From the entries below, return only the lines starting at the one that contains "function strokePath(path, color, width, dash)" and ending at the one that contains "M744,1H772L783,19L763,32Z", exactly as they stand.
Start of Source data
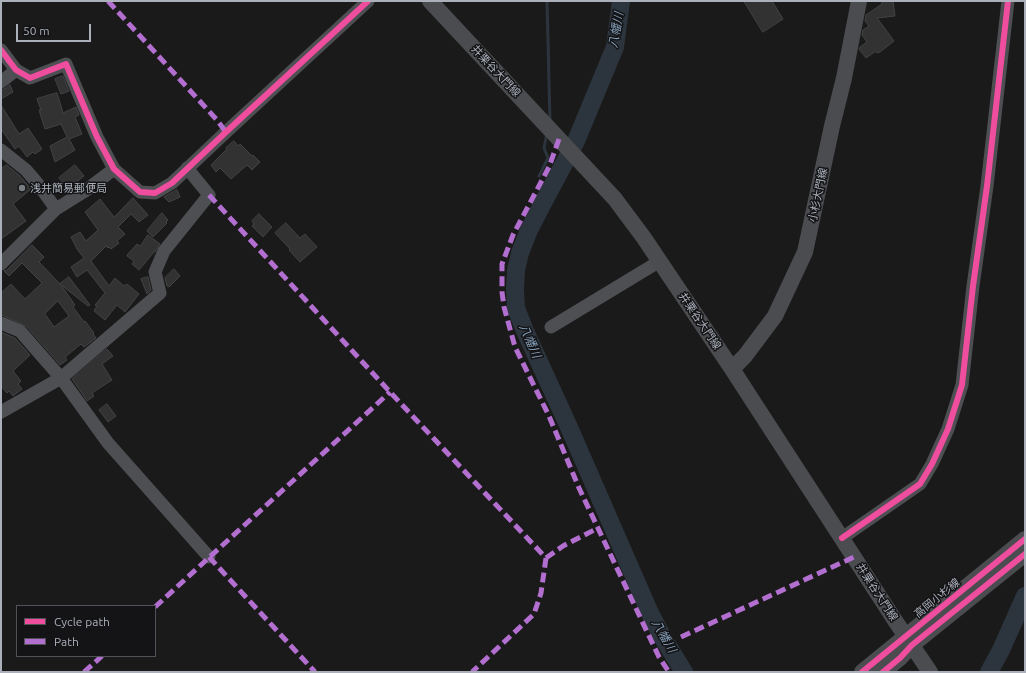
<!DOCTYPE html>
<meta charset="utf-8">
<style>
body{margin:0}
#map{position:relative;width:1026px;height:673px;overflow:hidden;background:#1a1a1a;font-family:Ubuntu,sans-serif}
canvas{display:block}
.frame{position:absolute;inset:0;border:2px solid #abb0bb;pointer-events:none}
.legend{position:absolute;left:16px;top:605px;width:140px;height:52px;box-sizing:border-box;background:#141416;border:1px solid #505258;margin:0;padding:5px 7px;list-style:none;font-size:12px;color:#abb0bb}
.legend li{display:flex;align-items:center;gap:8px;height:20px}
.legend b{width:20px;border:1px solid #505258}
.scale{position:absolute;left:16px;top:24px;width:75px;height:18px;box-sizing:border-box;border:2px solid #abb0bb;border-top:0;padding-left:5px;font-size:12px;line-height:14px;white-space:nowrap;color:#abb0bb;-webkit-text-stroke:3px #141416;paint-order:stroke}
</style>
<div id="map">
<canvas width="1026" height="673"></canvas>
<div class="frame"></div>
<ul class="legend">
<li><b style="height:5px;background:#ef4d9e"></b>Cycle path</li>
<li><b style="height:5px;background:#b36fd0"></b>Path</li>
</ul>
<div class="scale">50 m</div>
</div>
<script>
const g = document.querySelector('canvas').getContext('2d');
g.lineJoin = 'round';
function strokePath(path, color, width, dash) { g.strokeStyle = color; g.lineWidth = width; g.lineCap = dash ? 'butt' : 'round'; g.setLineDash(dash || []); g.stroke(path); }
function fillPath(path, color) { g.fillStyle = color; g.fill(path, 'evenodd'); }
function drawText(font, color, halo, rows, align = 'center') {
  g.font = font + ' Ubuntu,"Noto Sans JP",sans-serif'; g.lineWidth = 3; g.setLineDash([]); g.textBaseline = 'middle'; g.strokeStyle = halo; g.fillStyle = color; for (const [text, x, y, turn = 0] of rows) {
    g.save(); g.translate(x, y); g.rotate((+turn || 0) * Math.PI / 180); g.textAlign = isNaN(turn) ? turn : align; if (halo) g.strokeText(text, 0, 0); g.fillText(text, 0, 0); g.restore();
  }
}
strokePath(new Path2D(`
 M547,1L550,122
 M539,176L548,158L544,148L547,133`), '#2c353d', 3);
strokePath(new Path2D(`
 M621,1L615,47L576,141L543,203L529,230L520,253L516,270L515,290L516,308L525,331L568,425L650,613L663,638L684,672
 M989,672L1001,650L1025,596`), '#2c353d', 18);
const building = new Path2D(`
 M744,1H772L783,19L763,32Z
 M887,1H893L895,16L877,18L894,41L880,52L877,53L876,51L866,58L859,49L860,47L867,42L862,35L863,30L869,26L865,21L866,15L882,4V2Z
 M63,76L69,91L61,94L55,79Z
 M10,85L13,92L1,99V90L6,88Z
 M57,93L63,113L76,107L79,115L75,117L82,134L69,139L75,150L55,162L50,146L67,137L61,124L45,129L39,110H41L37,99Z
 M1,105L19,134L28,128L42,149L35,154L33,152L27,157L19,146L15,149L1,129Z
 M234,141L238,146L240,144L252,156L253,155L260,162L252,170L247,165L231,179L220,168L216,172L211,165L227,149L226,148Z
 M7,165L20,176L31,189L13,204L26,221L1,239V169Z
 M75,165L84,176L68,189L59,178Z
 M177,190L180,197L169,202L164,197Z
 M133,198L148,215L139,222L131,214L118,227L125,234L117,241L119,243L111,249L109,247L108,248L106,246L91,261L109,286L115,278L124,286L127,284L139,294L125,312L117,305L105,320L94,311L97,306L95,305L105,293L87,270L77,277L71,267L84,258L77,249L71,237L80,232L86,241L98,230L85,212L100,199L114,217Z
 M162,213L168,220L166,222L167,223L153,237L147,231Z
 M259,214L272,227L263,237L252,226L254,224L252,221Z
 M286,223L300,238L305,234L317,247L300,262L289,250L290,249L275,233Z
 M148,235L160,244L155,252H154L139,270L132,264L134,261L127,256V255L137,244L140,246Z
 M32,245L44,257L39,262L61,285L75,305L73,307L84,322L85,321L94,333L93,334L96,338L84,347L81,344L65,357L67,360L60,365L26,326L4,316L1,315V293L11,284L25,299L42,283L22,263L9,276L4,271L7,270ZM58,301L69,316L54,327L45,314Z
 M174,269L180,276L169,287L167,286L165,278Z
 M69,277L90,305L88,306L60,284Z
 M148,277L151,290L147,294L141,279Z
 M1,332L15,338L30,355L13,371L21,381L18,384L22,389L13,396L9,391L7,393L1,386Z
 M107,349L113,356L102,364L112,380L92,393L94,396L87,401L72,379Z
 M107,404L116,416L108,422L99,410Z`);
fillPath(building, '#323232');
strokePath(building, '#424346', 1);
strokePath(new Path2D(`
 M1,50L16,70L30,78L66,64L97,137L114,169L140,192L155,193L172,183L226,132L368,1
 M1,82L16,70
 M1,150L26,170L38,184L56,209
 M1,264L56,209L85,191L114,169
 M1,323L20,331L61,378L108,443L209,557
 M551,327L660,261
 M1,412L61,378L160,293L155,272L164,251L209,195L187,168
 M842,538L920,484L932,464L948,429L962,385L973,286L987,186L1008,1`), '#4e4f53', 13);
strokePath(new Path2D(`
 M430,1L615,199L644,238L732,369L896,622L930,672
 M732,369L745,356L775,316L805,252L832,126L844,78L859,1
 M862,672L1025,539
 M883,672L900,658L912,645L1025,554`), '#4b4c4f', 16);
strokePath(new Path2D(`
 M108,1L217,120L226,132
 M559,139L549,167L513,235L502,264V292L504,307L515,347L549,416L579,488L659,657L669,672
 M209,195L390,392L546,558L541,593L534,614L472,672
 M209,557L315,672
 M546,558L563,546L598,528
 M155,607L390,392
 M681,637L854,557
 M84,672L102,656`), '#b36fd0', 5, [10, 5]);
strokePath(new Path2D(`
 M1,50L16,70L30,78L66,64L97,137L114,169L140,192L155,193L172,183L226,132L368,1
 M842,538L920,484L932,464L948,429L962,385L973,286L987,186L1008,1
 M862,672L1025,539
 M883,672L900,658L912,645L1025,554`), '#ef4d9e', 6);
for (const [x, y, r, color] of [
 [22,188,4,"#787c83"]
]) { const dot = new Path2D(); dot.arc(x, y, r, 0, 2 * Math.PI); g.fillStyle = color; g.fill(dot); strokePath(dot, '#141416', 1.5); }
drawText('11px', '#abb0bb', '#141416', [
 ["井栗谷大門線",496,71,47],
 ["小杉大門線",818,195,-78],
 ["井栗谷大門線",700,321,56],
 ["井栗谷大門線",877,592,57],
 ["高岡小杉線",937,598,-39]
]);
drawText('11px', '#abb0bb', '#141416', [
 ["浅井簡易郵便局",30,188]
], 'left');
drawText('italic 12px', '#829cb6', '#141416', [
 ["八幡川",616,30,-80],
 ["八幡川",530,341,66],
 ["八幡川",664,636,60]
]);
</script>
End of Source data
Start of Source data
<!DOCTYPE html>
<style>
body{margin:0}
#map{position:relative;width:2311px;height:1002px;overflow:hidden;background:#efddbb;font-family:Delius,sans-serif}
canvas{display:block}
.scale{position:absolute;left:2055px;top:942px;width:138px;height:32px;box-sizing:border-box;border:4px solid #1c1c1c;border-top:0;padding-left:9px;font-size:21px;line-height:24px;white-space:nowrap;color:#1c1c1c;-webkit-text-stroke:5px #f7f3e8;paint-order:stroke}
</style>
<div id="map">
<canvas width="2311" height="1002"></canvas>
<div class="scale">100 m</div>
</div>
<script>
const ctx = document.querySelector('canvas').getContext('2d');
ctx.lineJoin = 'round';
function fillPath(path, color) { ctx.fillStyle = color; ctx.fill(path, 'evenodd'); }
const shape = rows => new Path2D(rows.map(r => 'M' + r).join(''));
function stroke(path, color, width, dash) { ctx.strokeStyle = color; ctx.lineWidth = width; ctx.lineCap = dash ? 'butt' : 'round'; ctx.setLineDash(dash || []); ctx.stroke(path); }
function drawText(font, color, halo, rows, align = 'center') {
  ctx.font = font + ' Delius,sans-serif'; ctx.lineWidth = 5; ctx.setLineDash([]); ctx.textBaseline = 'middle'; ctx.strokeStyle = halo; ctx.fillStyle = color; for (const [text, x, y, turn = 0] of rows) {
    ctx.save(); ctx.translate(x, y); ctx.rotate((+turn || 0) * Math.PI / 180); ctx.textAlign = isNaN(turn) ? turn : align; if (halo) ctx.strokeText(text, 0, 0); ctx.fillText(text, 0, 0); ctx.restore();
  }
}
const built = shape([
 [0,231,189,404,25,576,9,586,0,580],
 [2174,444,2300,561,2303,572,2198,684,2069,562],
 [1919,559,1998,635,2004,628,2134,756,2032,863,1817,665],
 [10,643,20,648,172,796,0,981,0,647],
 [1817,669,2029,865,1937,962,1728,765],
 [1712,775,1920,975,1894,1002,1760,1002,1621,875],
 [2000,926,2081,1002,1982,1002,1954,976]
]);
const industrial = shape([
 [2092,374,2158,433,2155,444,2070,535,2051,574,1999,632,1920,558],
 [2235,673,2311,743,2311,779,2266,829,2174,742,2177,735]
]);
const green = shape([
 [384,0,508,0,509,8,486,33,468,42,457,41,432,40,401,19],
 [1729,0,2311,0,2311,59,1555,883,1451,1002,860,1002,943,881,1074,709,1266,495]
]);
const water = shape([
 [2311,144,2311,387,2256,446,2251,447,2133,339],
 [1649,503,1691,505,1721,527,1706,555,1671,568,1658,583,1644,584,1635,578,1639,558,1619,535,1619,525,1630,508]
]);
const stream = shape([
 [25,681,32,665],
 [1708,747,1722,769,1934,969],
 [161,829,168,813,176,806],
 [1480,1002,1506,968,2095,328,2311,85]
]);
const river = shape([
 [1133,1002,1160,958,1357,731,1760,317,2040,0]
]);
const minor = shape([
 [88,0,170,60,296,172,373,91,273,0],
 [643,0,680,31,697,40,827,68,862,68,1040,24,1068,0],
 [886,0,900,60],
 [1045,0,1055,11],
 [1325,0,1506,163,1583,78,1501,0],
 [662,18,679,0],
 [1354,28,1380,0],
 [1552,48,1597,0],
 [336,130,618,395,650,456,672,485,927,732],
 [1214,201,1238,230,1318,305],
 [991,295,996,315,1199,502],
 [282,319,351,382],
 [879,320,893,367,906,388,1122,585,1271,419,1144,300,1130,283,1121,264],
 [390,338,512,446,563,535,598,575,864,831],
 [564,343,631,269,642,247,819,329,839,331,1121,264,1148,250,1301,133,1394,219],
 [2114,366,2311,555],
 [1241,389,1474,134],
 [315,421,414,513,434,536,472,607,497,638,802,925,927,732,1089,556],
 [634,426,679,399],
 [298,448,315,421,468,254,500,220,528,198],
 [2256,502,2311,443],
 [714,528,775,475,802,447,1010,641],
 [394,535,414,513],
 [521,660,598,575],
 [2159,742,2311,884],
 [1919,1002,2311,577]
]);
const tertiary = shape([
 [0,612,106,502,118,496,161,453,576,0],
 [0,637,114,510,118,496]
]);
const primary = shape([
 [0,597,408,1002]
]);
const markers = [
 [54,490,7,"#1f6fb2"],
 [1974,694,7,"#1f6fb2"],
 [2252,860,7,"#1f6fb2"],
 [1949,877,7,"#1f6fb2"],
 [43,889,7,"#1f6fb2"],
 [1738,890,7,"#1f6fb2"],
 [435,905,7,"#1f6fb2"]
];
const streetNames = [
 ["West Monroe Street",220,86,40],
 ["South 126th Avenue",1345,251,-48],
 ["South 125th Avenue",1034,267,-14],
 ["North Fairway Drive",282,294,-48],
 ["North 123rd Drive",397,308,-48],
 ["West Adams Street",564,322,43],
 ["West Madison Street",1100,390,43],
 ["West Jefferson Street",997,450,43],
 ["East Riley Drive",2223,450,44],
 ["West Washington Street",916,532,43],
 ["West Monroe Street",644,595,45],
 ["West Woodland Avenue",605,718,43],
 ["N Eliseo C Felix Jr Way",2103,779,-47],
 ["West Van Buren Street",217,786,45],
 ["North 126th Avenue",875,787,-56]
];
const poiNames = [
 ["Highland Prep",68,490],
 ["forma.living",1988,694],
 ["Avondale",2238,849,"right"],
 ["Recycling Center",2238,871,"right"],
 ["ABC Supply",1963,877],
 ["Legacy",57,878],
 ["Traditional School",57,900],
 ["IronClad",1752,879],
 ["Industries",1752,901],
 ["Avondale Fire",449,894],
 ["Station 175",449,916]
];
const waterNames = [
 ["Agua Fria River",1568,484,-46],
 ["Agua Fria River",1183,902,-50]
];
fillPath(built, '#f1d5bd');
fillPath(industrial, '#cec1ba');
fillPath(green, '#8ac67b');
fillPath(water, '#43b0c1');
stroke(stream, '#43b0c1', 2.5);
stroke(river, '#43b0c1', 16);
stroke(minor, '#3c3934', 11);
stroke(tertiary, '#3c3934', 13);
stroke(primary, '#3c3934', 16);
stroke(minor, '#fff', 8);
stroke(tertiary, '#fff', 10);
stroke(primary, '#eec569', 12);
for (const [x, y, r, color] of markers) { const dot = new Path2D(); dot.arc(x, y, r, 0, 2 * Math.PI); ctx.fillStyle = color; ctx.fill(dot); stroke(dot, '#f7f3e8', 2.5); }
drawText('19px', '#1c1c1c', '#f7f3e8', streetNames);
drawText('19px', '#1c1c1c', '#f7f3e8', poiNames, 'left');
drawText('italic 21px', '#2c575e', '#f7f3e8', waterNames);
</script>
End of Source data
Answer to the exercise:
function strokePath(path, color, width, dash) { g.strokeStyle = color; g.lineWidth = width; g.lineCap = dash ? 'butt' : 'round'; g.setLineDash(dash || []); g.stroke(path); }
function fillPath(path, color) { g.fillStyle = color; g.fill(path, 'evenodd'); }
function drawText(font, color, halo, rows, align = 'center') {
  g.font = font + ' Ubuntu,"Noto Sans JP",sans-serif'; g.lineWidth = 3; g.setLineDash([]); g.textBaseline = 'middle'; g.strokeStyle = halo; g.fillStyle = color; for (const [text, x, y, turn = 0] of rows) {
    g.save(); g.translate(x, y); g.rotate((+turn || 0) * Math.PI / 180); g.textAlign = isNaN(turn) ? turn : align; if (halo) g.strokeText(text, 0, 0); g.fillText(text, 0, 0); g.restore();
  }
}
strokePath(new Path2D(`
 M547,1L550,122
 M539,176L548,158L544,148L547,133`), '#2c353d', 3);
strokePath(new Path2D(`
 M621,1L615,47L576,141L543,203L529,230L520,253L516,270L515,290L516,308L525,331L568,425L650,613L663,638L684,672
 M989,672L1001,650L1025,596`), '#2c353d', 18);
const building = new Path2D(`
 M744,1H772L783,19L763,32Z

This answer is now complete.